ON THE MONEY: The vagaries of interest
Interest is a very intriguing topic: it can generate income if you are on the receiving end, or cost you money if you have to pay it. The concept of interest is straightforward: it is the usage fee that a borrower will pay to a lender for the use of the lender’s money.
When you open a savings account at your local bank, you are, in effect, loaning the bank money, and the interest that the bank pays you is a recognition of the fact that you have foregone the use of those funds while the bank has them. In return, the bank will pay you “rent” on your savings in the form of interest. The loss of the use of funds is often called “lost opportunity costs,” or the potential return that you could earn in another investment.
Interest is not the cost of money; rather it is the cost of credit. The money that you lend to another person comprises the principal, and that person has the use of that principal on credit. Simple interest is that rate paid for the use of capital without any reinvestment option.
As an example, assume I loan Jack and Jill $1,000 each to be repaid to me at the end of five years. I decide to charge Jack 8 percent simple interest but charge Jill 8 percent compound interest. In Jack’s case, the interest each year will amount to $80. I earn that same amount each year, and at the end of the fifth year, Jack repays me the principal of the loan plus the interest charge of $400, or a total of $1,400.
In Jill’s example, the charge for the use of the principal is the same $80, but the difference is that, beginning in the second year, the $80 is added to the principal and the interest rate of 8 percent is charged on $1,080, not $1,000. This continuous reinvesting or compounding takes place every year during the term of the loan, and at the end of five years, Jill will owe me $1,469.33.
Albert Einstein once said that compound interest was the most powerful force in the universe, and it is easy to see why. In our Jack and Jill example, if the loan had been for 10 years, Jack would have paid $800 in interest charges, while Jill’s charge would have totaled $1,158.92, more than the original principal.
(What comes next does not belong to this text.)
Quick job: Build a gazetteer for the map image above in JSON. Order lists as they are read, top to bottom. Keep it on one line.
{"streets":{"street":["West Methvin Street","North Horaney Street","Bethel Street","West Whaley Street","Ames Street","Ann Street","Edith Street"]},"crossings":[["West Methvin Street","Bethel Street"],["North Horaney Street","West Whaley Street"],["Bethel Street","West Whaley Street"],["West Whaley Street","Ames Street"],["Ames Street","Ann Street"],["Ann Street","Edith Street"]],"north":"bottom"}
This compounding function is what has made credit card companies a bunch of money due to financial ignorance on the part of card users.
In our example the compounding took place once each period, but assume that I decide to slip into Jill’s loan agreement a statement that the interest will be compounded daily, even though the loan interest rate remains at 8 percent. In such an example, Jill would owe $1,323.09 in interest charges at the end of the 10 years.
So, as we can see from these examples, the number of compounding periods can dramatically impact the overall cost of the loan. In the case of daily compounding, the annual effective interest rate that Jill paid the example above was not 8 percent, but rather 8.79 percent.
Interestingly, in the computation of annual effective interest rates, the underlying math assumes that the compounding frequency is once each year. To illustrate that point, in the first example in which I charged Jack 8 percent simple interest over five years, the annual effective rate was only 6.99 percent, not 8 percent.
The plot thickens: most of us would jump at the opportunity to earn a 10 percent average rate of return on our retirement investment account. But, averages can be misleading in the case of retirement income. When it comes to generating retirement income, the sequence of investment returns is often as important a factor as are the actual returns themselves.
Using a simple example will help. Two friends each earn an average of 10 percent for three years: one friend earns that amount each year, but the second friend loses 10 percent of his investment in the first year, but earns 20 percent in each of the last two years. Who did better? Assume each started with $10,000. At the end of the third year, the first friend will have $13,331, but the second friend will have only $12,960.
Investment losses that take place early in retirement may negatively impact the ability of an investment portfolio to continue to provide meaningful income that will last a lifetime.